## [Work instruction]
Copy out, from the entries below, each line holding the string "evenodd".

[Saved entries]
══════════

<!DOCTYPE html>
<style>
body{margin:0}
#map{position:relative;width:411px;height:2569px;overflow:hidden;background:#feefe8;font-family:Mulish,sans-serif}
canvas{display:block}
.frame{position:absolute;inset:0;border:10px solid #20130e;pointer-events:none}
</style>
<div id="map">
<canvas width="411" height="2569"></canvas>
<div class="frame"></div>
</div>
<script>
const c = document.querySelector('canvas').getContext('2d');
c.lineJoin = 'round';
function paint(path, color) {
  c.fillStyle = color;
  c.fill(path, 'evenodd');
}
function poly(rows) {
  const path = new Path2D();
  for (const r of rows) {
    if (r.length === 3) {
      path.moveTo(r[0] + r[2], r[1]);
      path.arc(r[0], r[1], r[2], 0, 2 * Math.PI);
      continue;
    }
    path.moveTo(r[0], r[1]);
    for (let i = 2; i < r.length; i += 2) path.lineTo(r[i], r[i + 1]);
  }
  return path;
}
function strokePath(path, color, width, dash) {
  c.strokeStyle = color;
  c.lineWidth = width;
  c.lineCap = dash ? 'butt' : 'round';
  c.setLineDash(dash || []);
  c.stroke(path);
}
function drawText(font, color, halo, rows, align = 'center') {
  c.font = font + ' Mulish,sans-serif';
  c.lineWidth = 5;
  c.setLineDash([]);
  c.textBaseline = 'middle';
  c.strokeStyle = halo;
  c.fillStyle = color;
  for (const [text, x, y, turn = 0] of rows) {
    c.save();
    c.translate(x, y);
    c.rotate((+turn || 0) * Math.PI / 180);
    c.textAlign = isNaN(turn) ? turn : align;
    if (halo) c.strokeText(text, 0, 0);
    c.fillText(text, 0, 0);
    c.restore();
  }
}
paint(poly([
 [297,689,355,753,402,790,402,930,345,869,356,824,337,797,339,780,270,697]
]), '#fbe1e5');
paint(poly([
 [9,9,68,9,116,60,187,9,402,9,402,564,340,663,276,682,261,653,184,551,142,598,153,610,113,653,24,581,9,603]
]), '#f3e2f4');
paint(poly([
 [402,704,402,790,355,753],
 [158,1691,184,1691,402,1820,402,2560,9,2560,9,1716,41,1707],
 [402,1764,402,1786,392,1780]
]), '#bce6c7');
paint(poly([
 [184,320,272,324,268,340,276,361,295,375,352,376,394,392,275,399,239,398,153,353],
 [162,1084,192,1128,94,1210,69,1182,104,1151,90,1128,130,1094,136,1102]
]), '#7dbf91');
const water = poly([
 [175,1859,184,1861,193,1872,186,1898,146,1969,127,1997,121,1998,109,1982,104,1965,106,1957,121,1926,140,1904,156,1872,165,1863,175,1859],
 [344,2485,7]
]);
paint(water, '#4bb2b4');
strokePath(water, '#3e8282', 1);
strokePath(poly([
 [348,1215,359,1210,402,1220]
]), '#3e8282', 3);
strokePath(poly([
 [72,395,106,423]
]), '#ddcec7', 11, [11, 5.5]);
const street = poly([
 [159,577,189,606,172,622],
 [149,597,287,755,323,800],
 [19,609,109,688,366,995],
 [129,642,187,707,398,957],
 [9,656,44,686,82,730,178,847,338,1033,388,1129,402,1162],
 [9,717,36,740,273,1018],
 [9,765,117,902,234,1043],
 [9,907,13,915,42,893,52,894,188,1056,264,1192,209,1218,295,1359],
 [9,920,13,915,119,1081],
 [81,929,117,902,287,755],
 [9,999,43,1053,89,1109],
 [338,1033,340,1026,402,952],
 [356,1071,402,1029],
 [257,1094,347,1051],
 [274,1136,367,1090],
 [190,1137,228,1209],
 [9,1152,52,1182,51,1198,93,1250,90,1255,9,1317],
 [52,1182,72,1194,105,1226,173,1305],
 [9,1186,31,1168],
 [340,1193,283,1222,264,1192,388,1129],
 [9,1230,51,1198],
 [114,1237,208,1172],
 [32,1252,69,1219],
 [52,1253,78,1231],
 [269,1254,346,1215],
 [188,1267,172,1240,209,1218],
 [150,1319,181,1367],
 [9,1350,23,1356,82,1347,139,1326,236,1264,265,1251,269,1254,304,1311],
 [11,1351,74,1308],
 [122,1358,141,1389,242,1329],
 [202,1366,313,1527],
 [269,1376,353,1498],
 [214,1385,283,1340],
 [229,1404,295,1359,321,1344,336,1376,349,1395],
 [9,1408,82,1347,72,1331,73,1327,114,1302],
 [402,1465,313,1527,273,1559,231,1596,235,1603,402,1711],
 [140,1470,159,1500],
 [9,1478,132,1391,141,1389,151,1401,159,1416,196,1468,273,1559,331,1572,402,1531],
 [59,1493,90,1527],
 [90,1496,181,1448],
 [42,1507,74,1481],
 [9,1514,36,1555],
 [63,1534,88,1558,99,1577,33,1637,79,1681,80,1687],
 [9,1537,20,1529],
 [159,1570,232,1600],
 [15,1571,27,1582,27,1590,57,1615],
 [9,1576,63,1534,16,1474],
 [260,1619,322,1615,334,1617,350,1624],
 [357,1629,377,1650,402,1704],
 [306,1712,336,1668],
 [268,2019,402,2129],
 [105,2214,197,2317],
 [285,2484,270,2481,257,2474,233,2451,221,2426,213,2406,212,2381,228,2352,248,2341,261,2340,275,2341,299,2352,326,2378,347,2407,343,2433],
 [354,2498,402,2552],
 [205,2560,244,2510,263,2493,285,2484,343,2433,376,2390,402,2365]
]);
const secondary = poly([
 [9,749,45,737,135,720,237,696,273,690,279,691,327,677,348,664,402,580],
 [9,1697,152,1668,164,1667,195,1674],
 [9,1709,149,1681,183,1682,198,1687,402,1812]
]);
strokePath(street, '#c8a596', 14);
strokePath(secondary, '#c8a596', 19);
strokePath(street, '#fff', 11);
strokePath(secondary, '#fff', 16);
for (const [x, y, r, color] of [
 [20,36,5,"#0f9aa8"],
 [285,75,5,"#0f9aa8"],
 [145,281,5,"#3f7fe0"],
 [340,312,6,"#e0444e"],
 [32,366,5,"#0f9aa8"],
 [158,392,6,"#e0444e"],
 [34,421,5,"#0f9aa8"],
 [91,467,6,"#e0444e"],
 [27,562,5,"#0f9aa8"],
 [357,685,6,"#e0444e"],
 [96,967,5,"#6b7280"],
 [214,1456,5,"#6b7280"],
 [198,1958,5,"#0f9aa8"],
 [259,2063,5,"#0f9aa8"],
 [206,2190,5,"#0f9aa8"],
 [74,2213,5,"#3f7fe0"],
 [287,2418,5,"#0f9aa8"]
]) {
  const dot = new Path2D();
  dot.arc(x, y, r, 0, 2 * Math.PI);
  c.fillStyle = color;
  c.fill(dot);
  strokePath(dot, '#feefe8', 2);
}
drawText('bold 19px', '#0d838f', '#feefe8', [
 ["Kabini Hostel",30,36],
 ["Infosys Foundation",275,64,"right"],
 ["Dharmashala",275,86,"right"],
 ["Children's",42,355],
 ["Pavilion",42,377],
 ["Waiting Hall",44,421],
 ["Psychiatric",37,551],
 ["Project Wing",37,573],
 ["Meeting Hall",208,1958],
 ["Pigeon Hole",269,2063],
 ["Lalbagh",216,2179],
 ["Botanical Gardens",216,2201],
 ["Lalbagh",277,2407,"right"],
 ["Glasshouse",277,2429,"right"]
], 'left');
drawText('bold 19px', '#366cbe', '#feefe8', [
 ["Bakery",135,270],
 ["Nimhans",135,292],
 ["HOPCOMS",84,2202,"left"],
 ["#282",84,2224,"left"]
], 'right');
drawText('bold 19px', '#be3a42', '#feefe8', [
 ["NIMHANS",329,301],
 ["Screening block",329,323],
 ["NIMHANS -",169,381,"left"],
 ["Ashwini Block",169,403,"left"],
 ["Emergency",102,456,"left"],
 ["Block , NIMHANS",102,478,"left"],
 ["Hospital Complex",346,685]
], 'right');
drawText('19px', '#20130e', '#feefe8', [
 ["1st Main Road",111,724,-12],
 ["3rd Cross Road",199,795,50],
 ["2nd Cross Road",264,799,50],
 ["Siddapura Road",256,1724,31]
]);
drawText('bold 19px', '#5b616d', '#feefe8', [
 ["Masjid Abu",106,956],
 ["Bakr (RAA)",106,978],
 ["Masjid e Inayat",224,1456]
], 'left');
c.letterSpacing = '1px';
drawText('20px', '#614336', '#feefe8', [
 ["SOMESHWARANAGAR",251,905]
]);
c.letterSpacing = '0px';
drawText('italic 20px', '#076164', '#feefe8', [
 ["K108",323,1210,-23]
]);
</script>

══════════

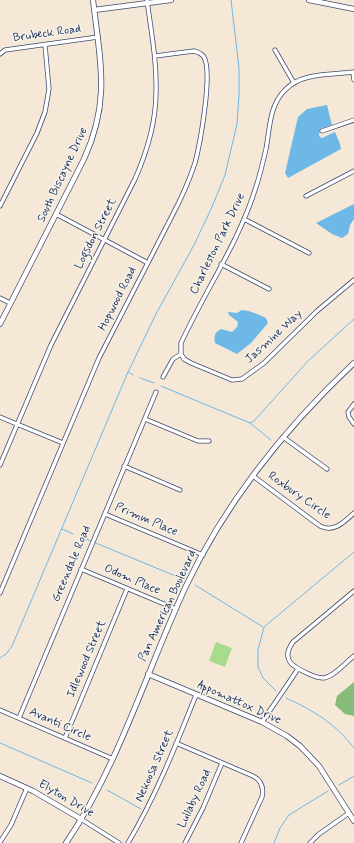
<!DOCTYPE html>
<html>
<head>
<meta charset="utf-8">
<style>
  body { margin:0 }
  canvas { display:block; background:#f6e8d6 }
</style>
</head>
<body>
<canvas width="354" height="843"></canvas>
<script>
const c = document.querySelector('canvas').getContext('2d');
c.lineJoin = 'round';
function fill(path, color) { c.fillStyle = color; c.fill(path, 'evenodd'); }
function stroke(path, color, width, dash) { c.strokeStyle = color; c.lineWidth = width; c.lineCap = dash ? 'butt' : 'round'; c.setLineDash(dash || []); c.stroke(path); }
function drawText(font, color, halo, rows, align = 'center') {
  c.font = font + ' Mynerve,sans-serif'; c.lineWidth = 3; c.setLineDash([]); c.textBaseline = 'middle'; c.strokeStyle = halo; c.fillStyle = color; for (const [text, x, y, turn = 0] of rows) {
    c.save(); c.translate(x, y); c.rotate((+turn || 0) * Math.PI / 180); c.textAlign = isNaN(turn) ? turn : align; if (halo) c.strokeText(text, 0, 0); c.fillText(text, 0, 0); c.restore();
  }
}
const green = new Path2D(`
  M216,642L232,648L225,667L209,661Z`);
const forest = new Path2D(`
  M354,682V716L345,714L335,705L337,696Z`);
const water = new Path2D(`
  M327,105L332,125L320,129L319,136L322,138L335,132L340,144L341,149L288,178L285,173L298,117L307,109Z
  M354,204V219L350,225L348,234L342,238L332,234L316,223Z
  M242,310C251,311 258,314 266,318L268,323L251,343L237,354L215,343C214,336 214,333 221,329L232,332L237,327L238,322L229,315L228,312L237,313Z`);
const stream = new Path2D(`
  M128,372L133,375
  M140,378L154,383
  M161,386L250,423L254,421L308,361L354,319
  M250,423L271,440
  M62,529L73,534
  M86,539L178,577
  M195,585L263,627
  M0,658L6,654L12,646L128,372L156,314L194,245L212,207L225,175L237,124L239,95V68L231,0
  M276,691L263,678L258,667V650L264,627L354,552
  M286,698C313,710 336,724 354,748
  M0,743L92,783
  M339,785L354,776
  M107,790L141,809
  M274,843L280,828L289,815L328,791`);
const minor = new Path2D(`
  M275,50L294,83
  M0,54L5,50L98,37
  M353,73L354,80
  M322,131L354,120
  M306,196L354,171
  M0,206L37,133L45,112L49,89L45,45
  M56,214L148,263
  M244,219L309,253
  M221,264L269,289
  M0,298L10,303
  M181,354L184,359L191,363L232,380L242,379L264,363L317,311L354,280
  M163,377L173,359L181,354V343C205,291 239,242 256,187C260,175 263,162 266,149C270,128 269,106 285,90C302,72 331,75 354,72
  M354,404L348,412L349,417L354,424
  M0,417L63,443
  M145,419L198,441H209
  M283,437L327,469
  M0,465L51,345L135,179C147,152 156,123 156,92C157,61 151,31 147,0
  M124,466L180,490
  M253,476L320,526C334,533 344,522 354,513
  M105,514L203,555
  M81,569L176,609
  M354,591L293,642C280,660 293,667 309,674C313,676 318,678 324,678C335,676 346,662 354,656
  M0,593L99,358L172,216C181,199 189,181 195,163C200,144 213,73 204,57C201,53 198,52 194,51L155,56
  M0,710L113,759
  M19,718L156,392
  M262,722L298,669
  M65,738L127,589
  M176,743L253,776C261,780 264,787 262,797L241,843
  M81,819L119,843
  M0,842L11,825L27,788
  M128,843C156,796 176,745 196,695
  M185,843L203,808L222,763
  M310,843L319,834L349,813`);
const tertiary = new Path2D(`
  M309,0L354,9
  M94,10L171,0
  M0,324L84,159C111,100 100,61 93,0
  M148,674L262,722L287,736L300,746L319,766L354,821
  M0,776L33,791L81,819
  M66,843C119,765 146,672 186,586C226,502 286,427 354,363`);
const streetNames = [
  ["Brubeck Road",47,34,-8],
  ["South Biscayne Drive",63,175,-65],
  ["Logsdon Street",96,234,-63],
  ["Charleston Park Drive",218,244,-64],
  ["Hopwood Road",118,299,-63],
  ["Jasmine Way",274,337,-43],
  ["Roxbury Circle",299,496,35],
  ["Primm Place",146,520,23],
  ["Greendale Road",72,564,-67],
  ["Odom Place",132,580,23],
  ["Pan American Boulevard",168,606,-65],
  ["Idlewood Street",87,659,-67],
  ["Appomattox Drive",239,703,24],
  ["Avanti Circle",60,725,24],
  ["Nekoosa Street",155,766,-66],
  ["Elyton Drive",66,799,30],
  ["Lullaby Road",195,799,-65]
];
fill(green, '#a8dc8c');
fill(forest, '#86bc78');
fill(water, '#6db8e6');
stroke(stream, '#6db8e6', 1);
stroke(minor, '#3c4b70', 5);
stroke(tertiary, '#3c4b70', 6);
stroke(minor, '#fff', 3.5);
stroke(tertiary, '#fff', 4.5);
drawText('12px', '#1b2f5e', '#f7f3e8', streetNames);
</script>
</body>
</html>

══════════

## [Task answer]
  c.fill(path, 'evenodd');
function fill(path, color) { c.fillStyle = color; c.fill(path, 'evenodd'); }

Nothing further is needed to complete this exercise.